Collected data

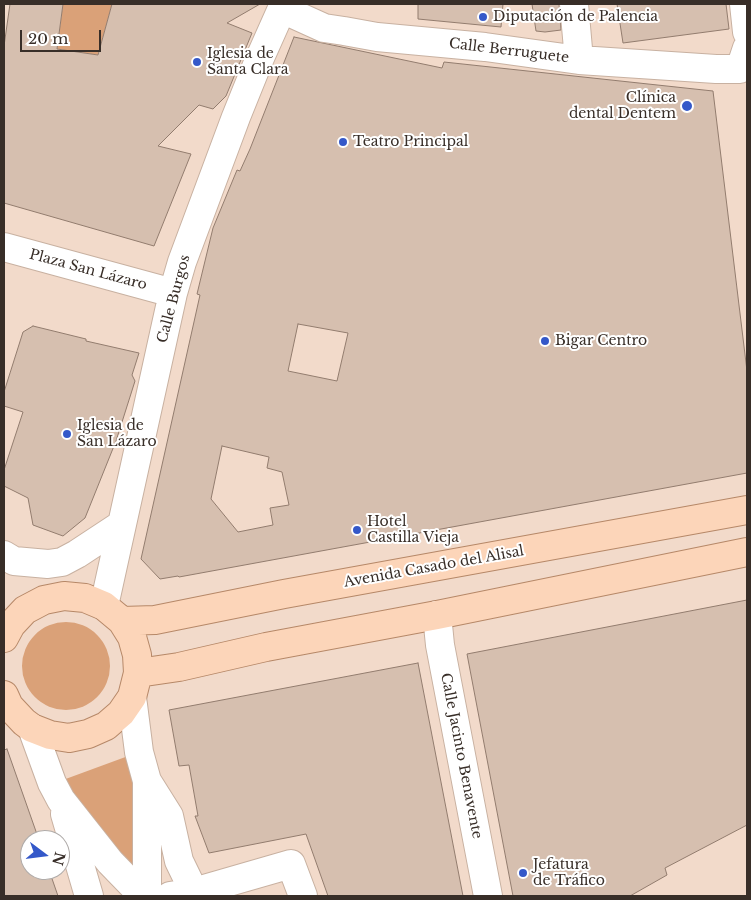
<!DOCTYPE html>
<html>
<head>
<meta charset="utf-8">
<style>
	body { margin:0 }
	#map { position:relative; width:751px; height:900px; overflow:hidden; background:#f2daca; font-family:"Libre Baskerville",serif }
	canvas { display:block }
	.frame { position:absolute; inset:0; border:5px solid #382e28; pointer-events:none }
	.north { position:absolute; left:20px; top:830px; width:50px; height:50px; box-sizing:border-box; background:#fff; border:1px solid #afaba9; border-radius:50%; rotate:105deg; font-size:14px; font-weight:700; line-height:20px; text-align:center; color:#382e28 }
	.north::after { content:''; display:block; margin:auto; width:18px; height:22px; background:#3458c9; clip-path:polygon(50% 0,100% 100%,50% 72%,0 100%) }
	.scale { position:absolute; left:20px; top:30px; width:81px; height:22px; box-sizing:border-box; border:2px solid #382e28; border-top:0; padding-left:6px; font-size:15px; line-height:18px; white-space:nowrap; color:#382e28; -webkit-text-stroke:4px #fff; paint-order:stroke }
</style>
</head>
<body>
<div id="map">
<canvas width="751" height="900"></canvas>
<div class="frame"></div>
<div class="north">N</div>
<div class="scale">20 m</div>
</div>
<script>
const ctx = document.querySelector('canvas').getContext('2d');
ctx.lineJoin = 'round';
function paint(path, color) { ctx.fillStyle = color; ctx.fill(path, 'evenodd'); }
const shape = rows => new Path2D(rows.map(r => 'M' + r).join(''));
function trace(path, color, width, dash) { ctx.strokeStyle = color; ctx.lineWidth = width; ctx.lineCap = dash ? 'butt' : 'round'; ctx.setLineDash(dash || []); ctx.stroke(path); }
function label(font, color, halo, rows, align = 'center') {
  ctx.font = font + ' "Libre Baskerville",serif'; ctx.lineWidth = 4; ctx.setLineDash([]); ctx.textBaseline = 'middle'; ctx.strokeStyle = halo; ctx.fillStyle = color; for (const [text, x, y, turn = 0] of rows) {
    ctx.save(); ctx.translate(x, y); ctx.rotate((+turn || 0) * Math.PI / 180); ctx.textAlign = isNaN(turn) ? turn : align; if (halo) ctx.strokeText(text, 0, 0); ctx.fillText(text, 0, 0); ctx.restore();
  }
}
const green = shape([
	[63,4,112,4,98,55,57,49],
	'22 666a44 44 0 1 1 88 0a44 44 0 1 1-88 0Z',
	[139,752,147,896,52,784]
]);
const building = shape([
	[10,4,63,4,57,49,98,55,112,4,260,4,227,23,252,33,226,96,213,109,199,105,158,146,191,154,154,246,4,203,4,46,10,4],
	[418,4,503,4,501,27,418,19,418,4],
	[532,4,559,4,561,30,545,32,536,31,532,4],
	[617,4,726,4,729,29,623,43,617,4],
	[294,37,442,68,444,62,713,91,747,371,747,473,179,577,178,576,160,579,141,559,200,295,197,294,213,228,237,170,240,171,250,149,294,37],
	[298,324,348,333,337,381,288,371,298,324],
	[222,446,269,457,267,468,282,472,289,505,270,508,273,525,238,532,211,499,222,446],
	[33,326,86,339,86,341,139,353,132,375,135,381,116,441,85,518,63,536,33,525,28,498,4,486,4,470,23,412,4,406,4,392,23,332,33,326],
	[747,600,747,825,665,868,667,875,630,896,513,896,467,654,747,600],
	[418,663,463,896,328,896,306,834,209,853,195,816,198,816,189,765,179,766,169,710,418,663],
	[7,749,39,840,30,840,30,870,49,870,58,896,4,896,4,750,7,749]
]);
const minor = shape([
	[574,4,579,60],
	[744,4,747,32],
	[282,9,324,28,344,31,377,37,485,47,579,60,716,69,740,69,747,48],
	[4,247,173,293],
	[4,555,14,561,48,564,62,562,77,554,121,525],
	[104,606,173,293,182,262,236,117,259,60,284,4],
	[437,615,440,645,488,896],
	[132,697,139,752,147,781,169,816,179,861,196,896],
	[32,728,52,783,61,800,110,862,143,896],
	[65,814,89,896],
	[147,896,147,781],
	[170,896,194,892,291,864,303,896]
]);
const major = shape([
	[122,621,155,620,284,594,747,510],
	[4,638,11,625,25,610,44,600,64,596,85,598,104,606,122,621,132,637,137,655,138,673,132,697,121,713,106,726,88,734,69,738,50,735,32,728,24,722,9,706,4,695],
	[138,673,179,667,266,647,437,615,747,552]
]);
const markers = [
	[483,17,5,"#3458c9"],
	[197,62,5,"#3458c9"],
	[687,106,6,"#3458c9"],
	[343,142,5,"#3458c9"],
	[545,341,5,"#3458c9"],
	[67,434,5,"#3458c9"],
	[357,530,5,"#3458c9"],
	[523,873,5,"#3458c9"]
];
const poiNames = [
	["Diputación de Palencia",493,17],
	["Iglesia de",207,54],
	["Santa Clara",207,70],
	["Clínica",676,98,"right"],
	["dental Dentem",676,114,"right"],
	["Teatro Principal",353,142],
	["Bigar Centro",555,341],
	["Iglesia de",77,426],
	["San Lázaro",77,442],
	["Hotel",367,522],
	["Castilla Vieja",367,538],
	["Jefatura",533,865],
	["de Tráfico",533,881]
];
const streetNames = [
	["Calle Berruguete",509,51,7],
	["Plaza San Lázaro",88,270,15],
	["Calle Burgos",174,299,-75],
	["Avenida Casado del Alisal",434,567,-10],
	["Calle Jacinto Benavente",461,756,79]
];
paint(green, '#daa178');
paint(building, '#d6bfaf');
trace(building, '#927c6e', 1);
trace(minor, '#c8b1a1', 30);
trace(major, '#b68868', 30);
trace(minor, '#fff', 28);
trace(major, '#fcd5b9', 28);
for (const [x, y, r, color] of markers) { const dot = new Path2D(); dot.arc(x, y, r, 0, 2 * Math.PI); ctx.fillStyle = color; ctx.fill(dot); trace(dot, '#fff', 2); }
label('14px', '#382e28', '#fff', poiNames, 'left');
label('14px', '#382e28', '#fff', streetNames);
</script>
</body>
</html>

- Task to complete
Locate the word "lineWidth" in the records and collect each line it appears in.

- Exercise result
function trace(path, color, width, dash) { ctx.strokeStyle = color; ctx.lineWidth = width; ctx.lineCap = dash ? 'butt' : 'round'; ctx.setLineDash(dash || []); ctx.stroke(path); }
  ctx.font = font + ' "Libre Baskerville",serif'; ctx.lineWidth = 4; ctx.setLineDash([]); ctx.textBaseline = 'middle'; ctx.strokeStyle = halo; ctx.fillStyle = color; for (const [text, x, y, turn = 0] of rows) {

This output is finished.